Um homem com uma margarida no peito (Da série "Vejo Flores em Você")
Era uma vez um menino só. E de tanto ser só e sozinho cuidar de si mesmo, o menino foi deixando prematuramente de ser menino. E mesmo com rosto de menino, jeito de menino, tamanho de menino, por dentro já era crescido. E ganhou o mundo. No dia em que partiu, deixou atrás do portão um pedaço de si e as lágrimas da mãe. E no mundo, apesar de menino, fez casa, ganhou a vida... Apenas seu olhos e seu coração denunciavam a anomalia, que, diga-se, foi corrigida pelo passar dos anos, eis que o menino foi ficando crescido também em pernas, braços, rosto e omissões. E tudo a seguir seu rumo, parecendo apontar pra frente. Foi então que um dia, homem feito, remexendo uma gaveta de guardados, encontrou o retrato do menino só. E teve saudades da infância que inventara: mais sol, menos solidão. Sem saber muito bem a razão, surpreedeu a si mesmo parado em frente ao velho portão. E avistou, de longe, um menino a brincar no jardim. E o menino criara um rebanho inteiro de vaquinhas de paus de fósforo, e falava sozinho em vozes várias, fingindo ser menos só. Recuou diante da cena e tomou o caminho de volta. E só voltando pra casa compreendeu que aquele pedaço deixado pra trás, não o reaveria, que aquela falta que levara consigo era definitiva. E era preciso viver com ela. Ao aceitar a falta e a verdade do que ficara atrás do portão, desfez-se o nó e lágrimas grossas escorreram-lhe dos olhos. Percebeu, então, que no seu peito havia nascido uma margarida. Talvez as lágrimas a tivessem regado...vai saber. Daquele momento em diante precisou aceitar algumas limitações no vestir, ao frequentar certos lugares onde as pessoas não conseguiam compreender que houvesse nascido uma margarida no peito de um homem. Em compensação, encontrou várias pessoas que guardavam flores escondidas sob as vestes. Flores que só haviam nascido porque o reconhecimento de um vazio, de uma falta, abrira espaço pra elas...

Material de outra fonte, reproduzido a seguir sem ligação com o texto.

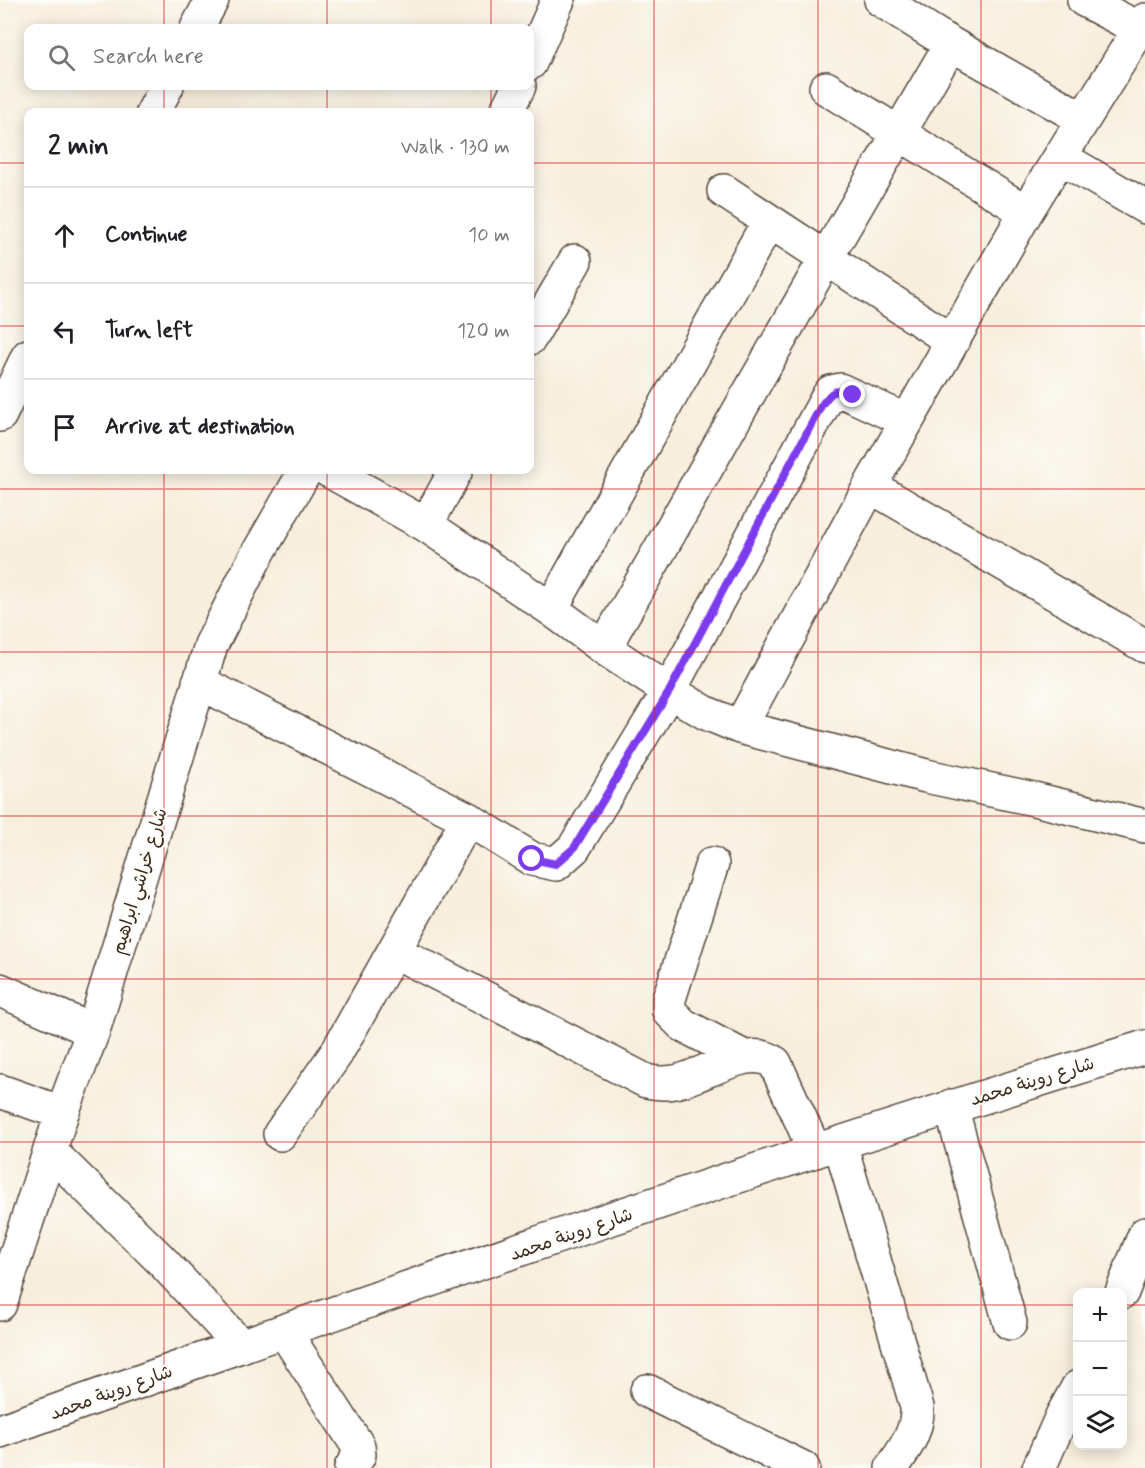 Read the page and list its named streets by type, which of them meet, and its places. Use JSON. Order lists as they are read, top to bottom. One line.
{"streets":{"street":["شارع خراشي ابراهيم","شارع روينة محمد"]},"page":{"search":"Search here","heading":["2 min","Walk · 130 m"],"list":[["Continue","10 m"],["Turn left","120 m"],"Arrive at destination"],"map_buttons":["+","−"]}} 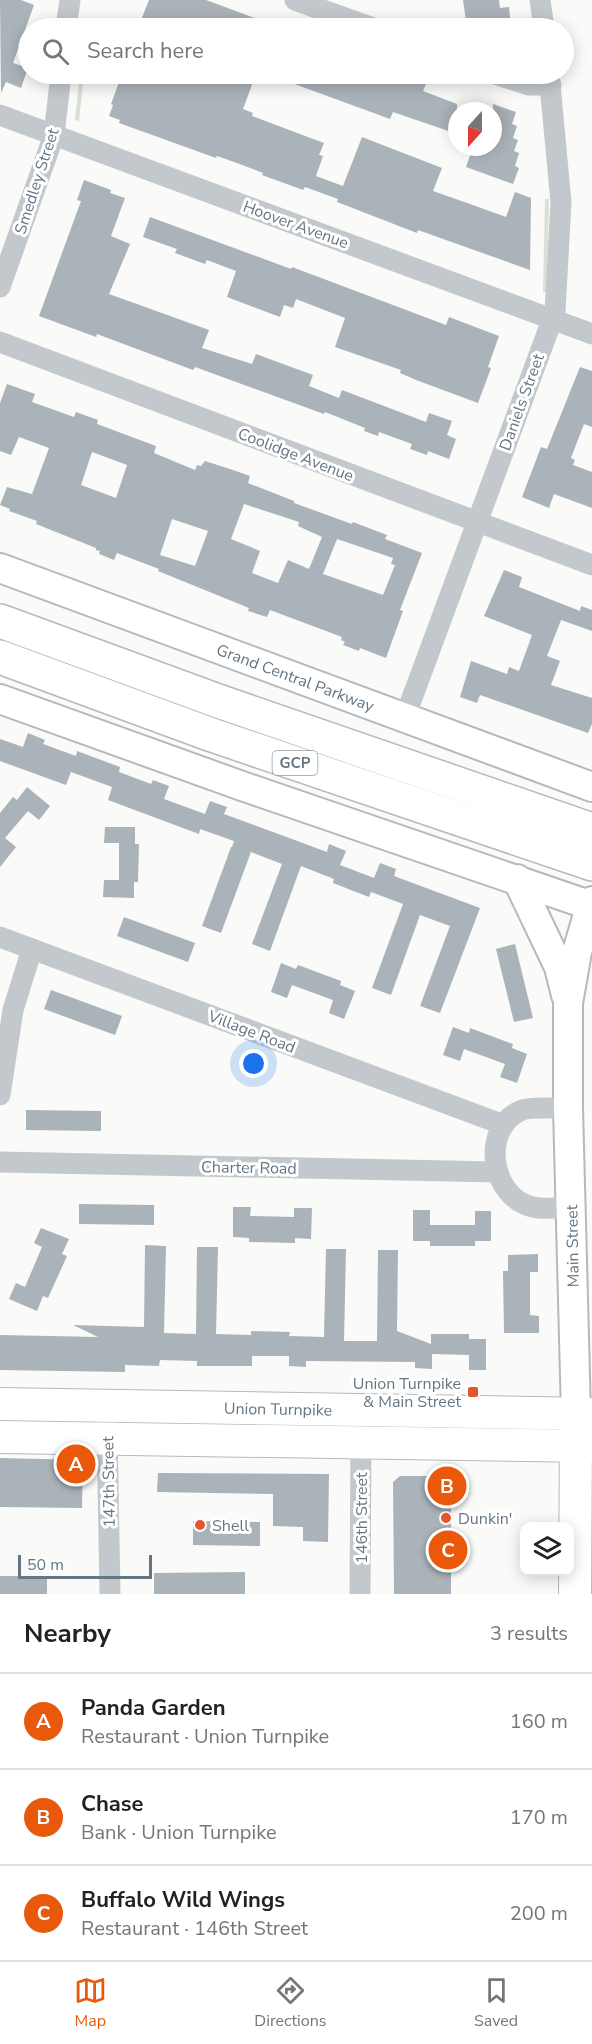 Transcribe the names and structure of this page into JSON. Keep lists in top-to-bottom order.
{
  "streets": {
    "highway": ["GCP"],
    "main road": ["Grand Central Parkway", "Main Street", "Union Turnpike"],
    "street": [
      "Smedley Street",
      "Hoover Avenue",
      "Daniels Street",
      "Coolidge Avenue",
      "Village Road",
      "Charter Road",
      "147th Street",
      "146th Street"
    ]
  },
  "crossings": [
    ["Smedley Street", "Hoover Avenue"],
    ["Hoover Avenue", "Daniels Street"],
    ["Daniels Street", "Coolidge Avenue"],
    ["Daniels Street", "Grand Central Parkway"],
    ["Main Street", "Union Turnpike"],
    ["Union Turnpike", "147th Street"],
    ["Union Turnpike", "146th Street"]
  ],
  "places": {
    "transit": ["Union Turnpike & Main Street"],
    "other": ["Dunkin'", "Shell"]
  },
  "scale_bar": "50 m",
  "north": "bottom",
  "page": {
    "search": "Search here",
    "pins": ["A", "B", "C"],
    "scale": "50 m",
    "heading": ["Nearby", "3 results"],
    "list": [
      {
        "mark": "A",
        "name": "Panda Garden",
        "note": "Restaurant · Union Turnpike",
        "value": "160 m"
      },
      {
        "mark": "B",
        "name": "Chase",
        "note": "Bank · Union Turnpike",
        "value": "170 m"
      },
      {
        "mark": "C",
        "name": "Buffalo Wild Wings",
        "note": "Restaurant · 146th Street",
        "value": "200 m"
      }
    ],
    "nav": ["Map", "Directions", "Saved"]
  }
} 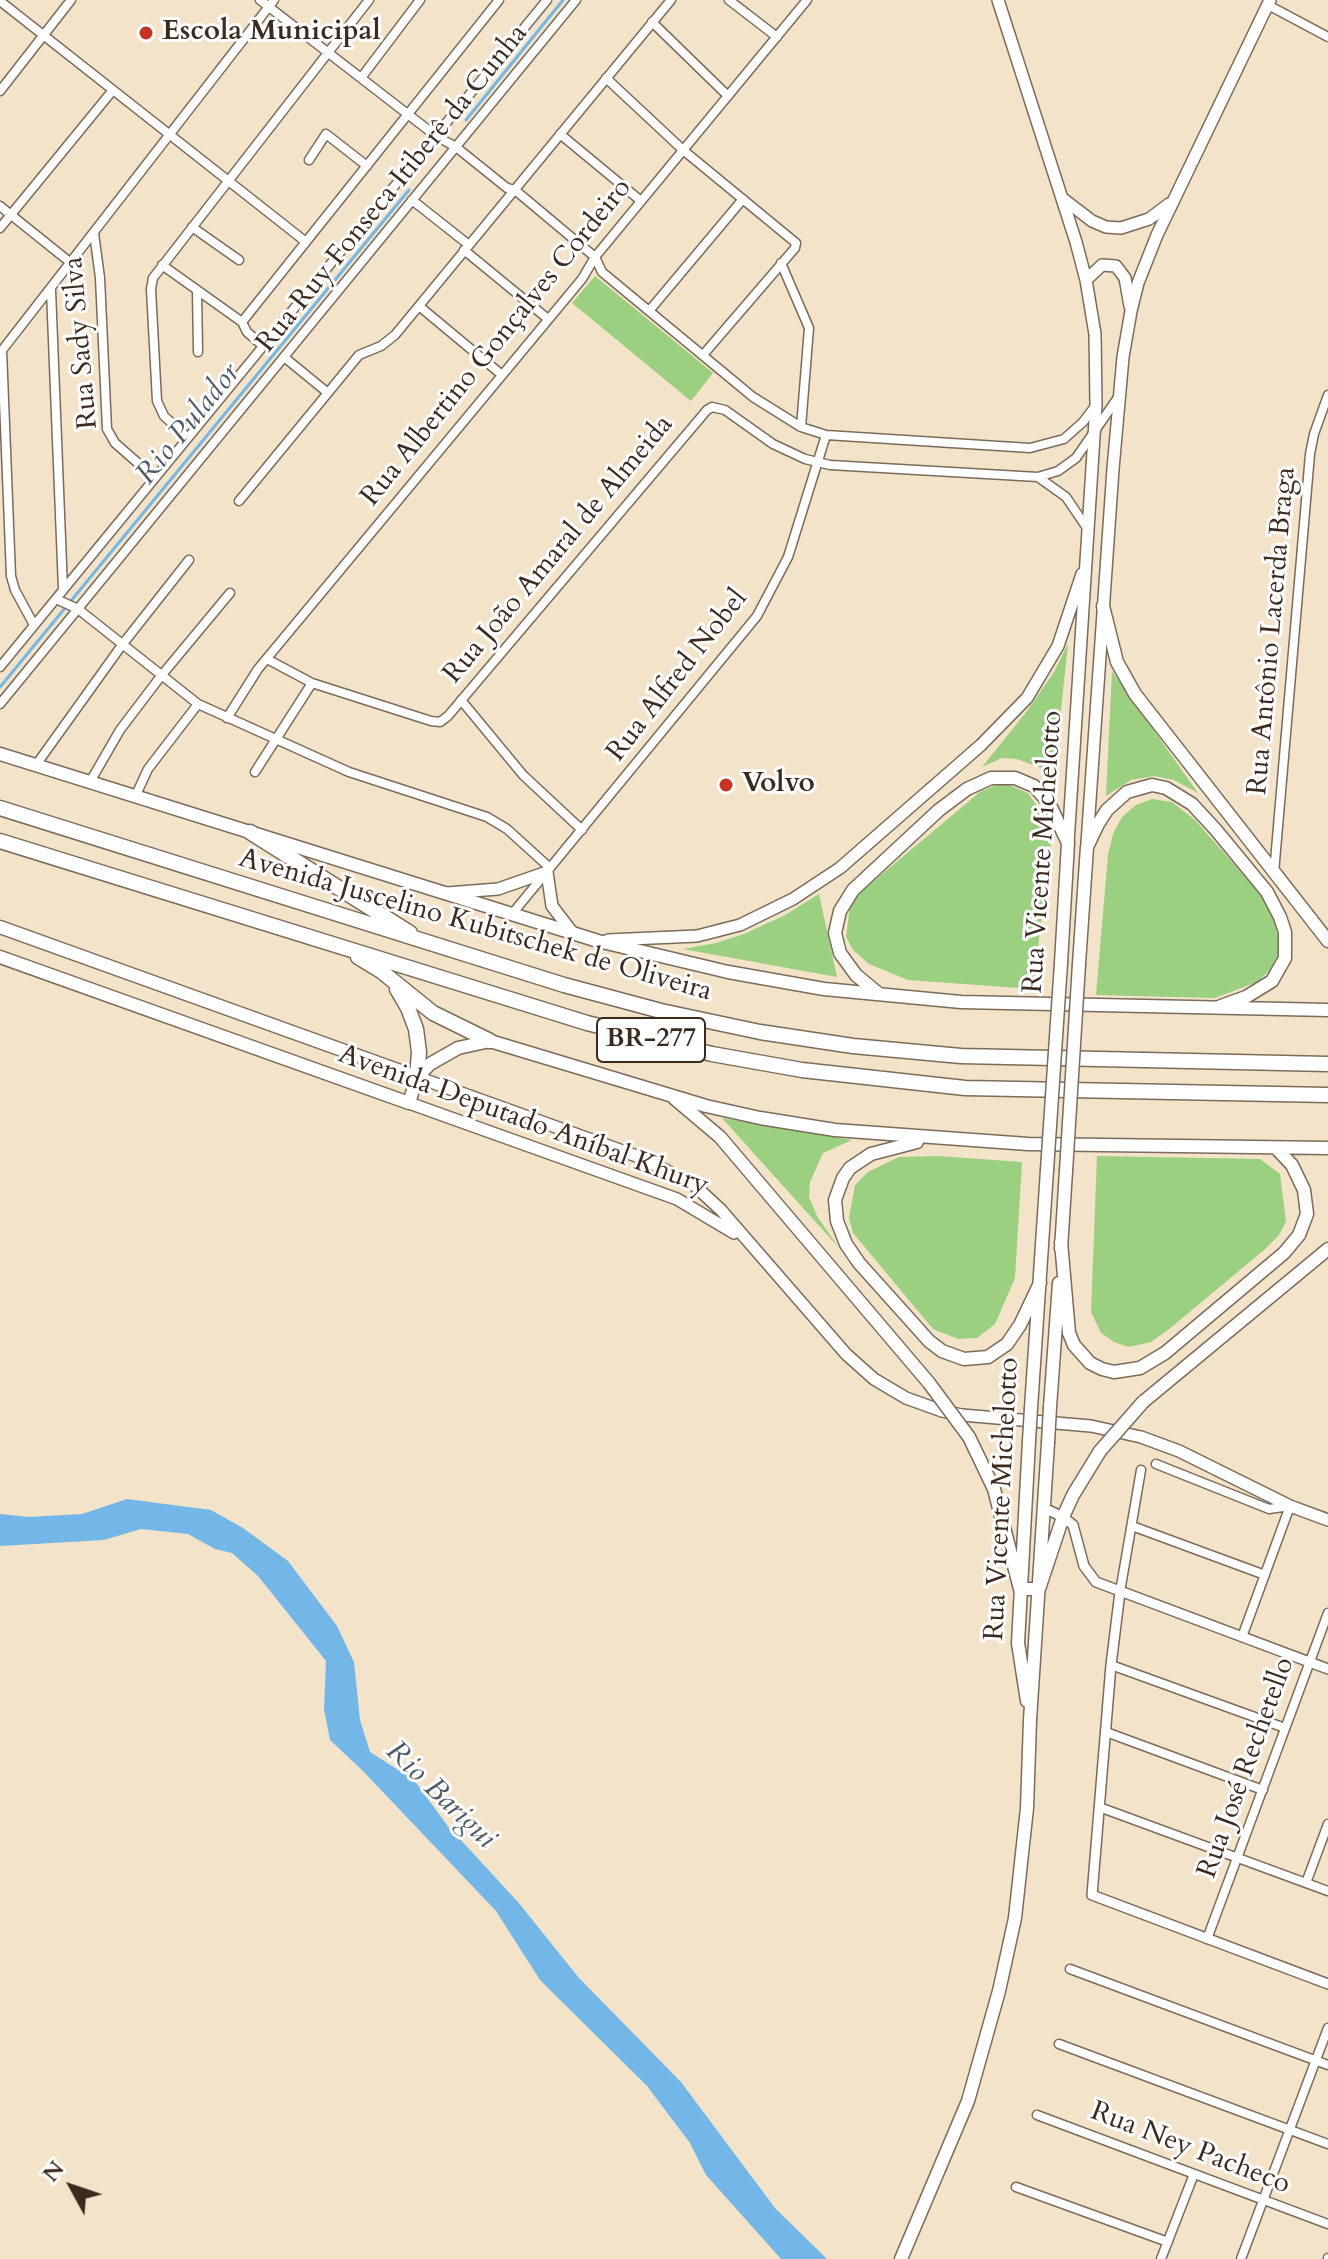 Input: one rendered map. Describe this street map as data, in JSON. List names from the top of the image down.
{
  "streets": {
    "highway": ["Avenida Juscelino Kubitschek de Oliveira", "BR-277"],
    "main road": ["Rua Vicente Michelotto", "Avenida Deputado Aníbal Khury"],
    "street": [
      "Rua Ruy Fonseca Itiberê da Cunha",
      "Rua Sady Silva",
      "Rua Albertino Gonçalves Cordeiro",
      "Rua João Amaral de Almeida",
      "Rua Antônio Lacerda Braga",
      "Rua Alfred Nobel",
      "Rua José Rechetello",
      "Rua Ney Pacheco"
    ]
  },
  "crossings": [
    ["Rua Ruy Fonseca Itiberê da Cunha", "Rua Sady Silva"],
    ["Rua João Amaral de Almeida", "Rua Alfred Nobel"]
  ],
  "water": ["Rio Pulador", "Rio Barigui"],
  "places": ["Escola Municipal", "Volvo"],
  "north": "top left"
} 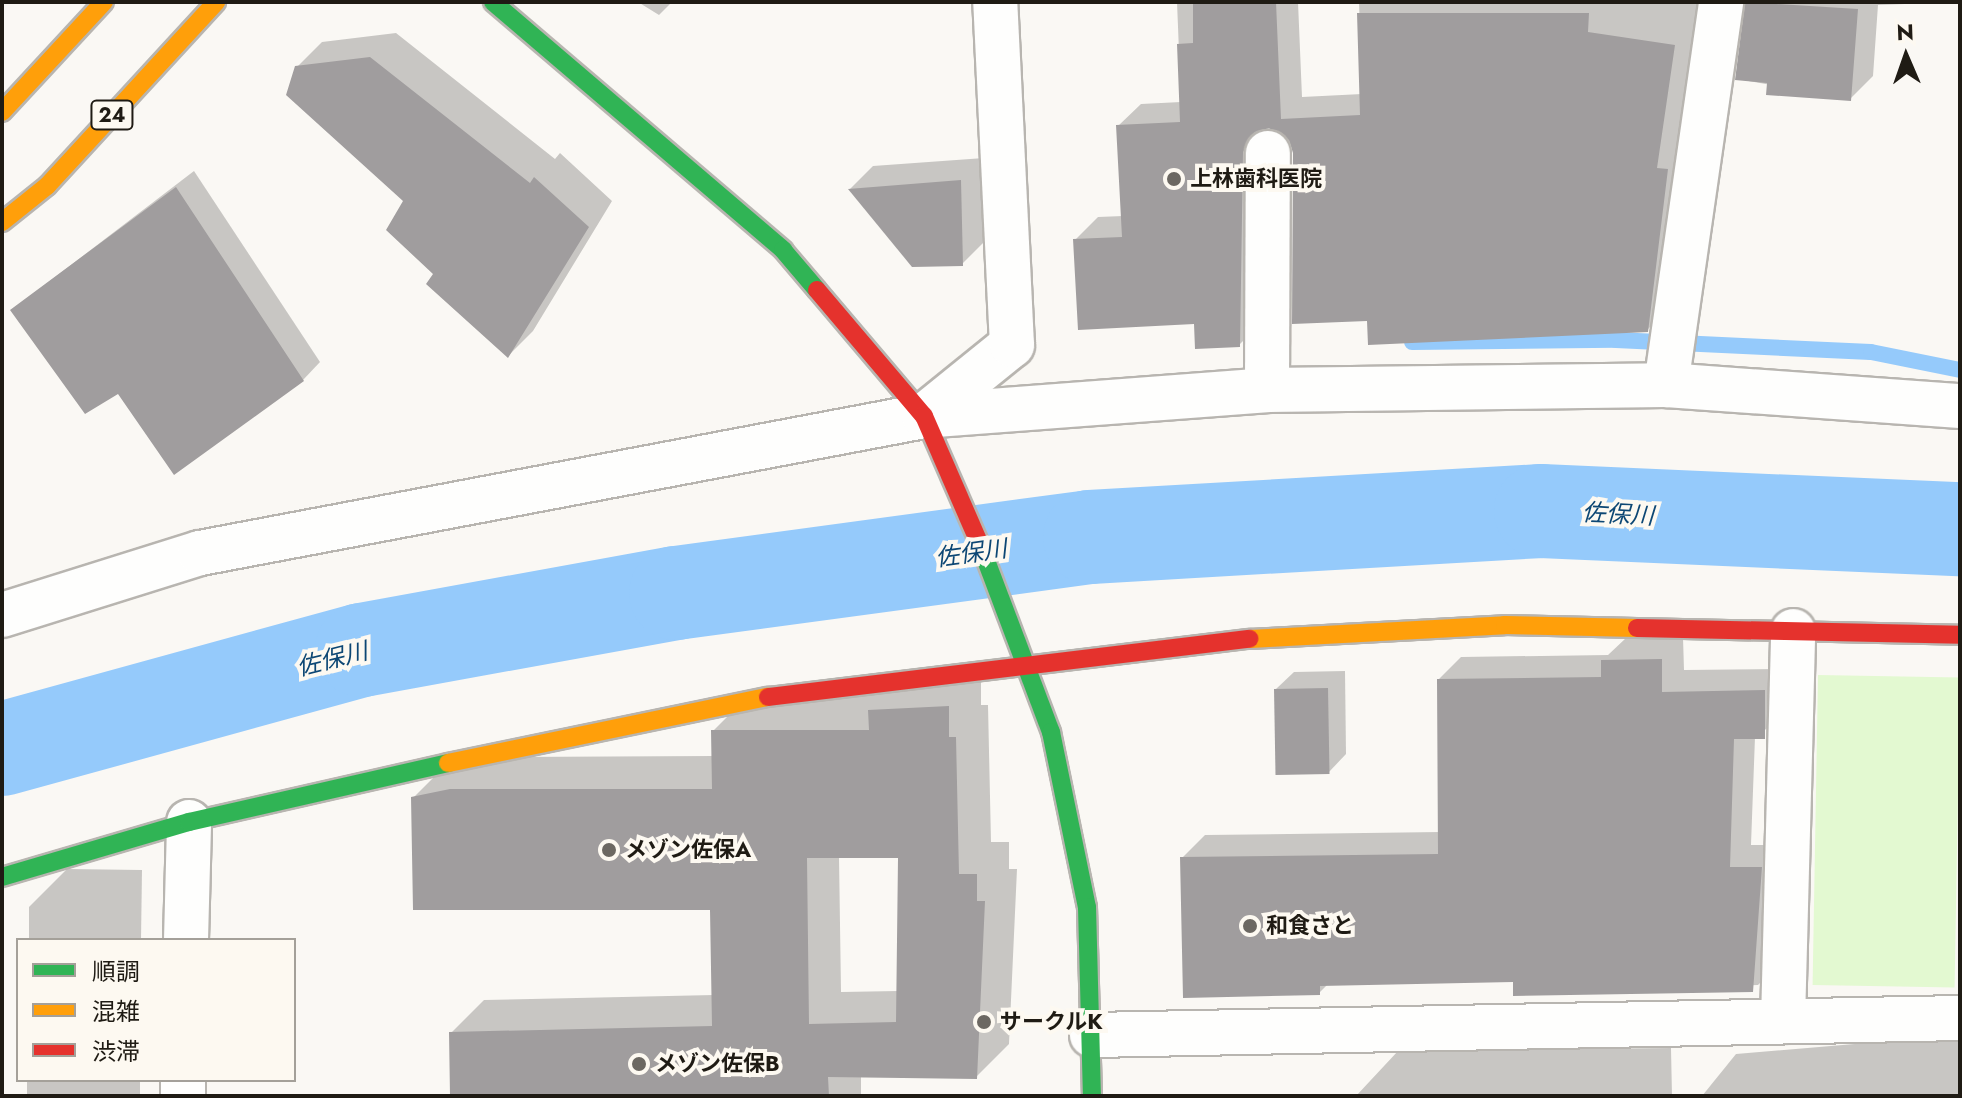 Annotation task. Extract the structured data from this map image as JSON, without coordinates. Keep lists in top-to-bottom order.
{
  "streets": {
    "main road": ["24"]
  },
  "water": ["佐保川"],
  "places": [
    "上林歯科医院",
    "メゾン佐保A",
    "和食さと",
    "サークルK",
    "メゾン佐保B"
  ],
  "legend": ["順調", "混雑", "渋滞"],
  "north": "top"
}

(Este texto vai dedicado a todos os meninos e meninas que tiveram coragem de voltar ao portão, e seguiram em frente, mesmo que não lhes tenha nascido uma flor ao peito...ainda)
Imagem: João Castela Cravo
(Este texto vai dedicado a todos os meninos e meninas que tiveram coragem de voltar ao portão, e seguiram em frente, mesmo que não lhes tenha nascido uma flor ao peito...ainda)
Imagem: João Castela Cravo
7 Comentários:
Sinceridade, Glau?
Tu me dás medo!
Porque no meu peito já se criam margaridas há anos, graças a Deus, que Ele as pôs lá.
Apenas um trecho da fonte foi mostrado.